Mercredi, Thabo Mbéki devrait repasser par Abidjan où il était dimanche. Entre temps, le médiateur sud-africain a parcouru avec ses pairs les deux autres grands dossiers pendants de la sécurité en Afrique. Celui du Darfour est né en février 2003 lorsque les perspectives de partage du pouvoir entre le Nord et le Sud soudanais ont commencé à se concrétiser sous la pression des Etats-Unis. Ce 9 janvier, Khartoum et les anciens rebelles de l’Armée populaire de libération du Soudan (APLS) ont donné le coup d’envoi d’une transition vers la paix qui devrait permettre une plus juste répartition des recettes de l’or noir. Mais en faisant part à deux, ils ont réduit à la portion congrue l’espace politique et la part de richesses revendiqués par les rebelles du Darfour.

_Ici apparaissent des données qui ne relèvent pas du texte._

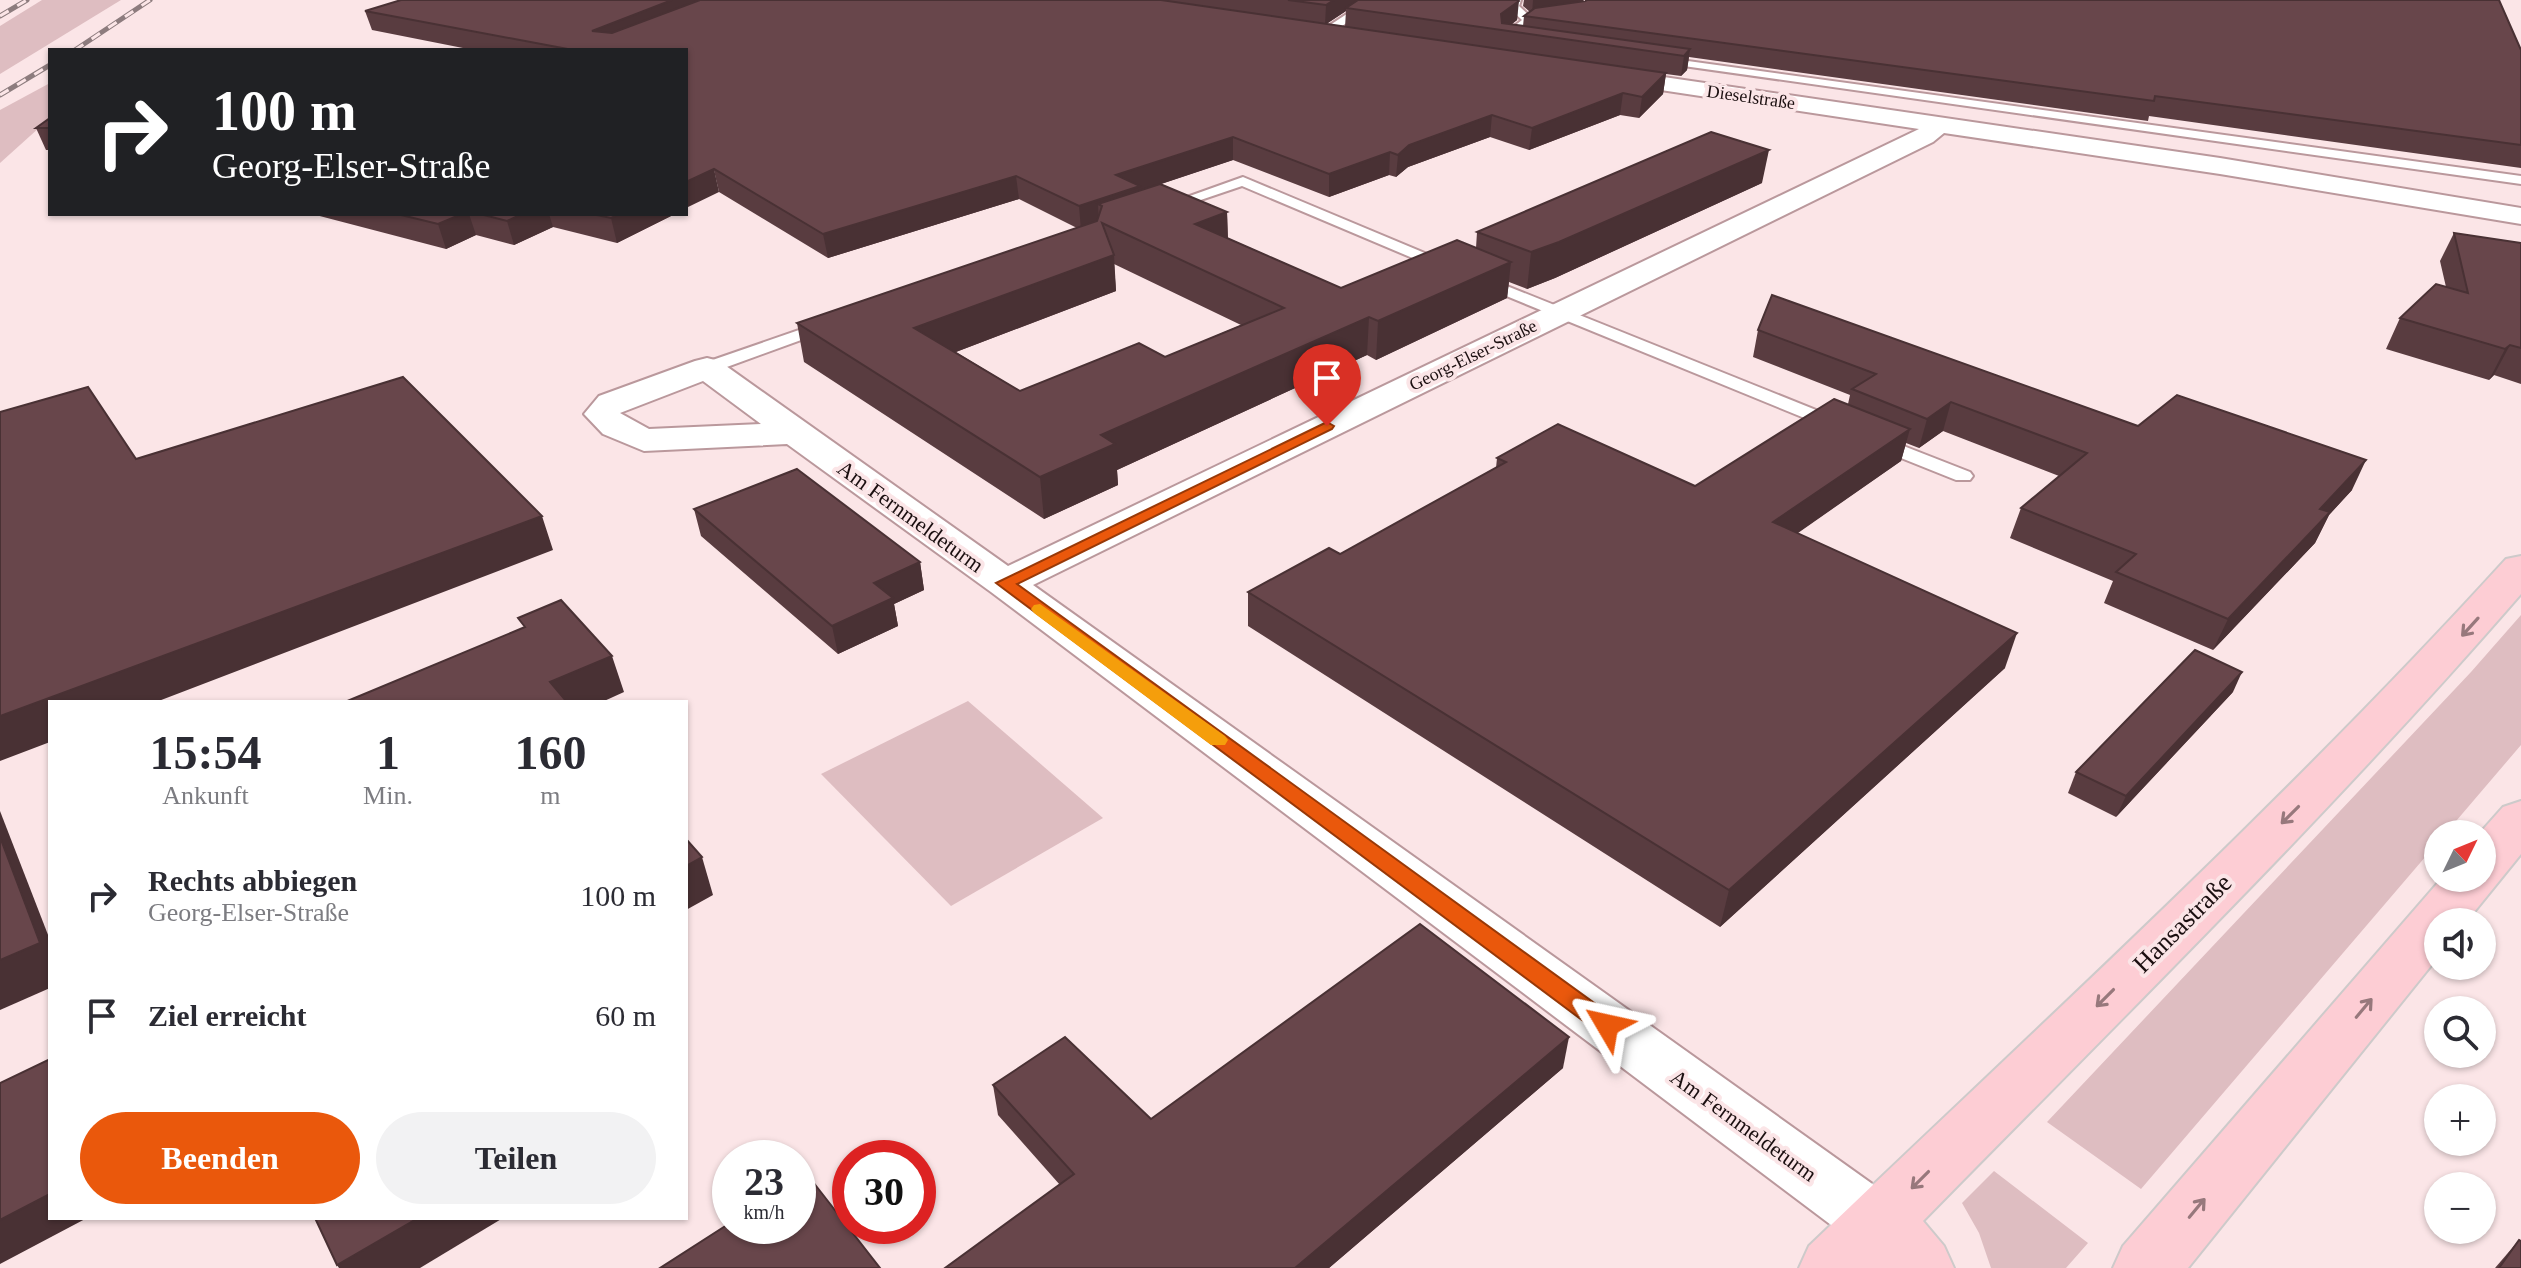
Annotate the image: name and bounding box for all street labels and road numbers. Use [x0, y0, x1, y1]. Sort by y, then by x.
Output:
street label: Dieselstraße [1706, 81, 1796, 113]
street label: Georg-Elser-Straße [1406, 315, 1540, 395]
street label: Am Fernmeldeturm [833, 455, 988, 578]
street label: Hansastraße [2127, 868, 2238, 979]
street label: Am Fernmeldeturm [1666, 1064, 1821, 1187]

La guerre civile a déjà fait au moins 70 000 morts et 1,6 million de déplacés et réfugiés au Darfour, selon l'Onu qui sous-traite largement le dossier à l’UA. La résolution du CPS sur le Darfour considère toutefois que l'accord intersoudanais de dimanche pourrait «servir de cadre» à un réglement du conflit au Darfour où il veut achever d'ici la fin du mois le déploiement des troupes africaines.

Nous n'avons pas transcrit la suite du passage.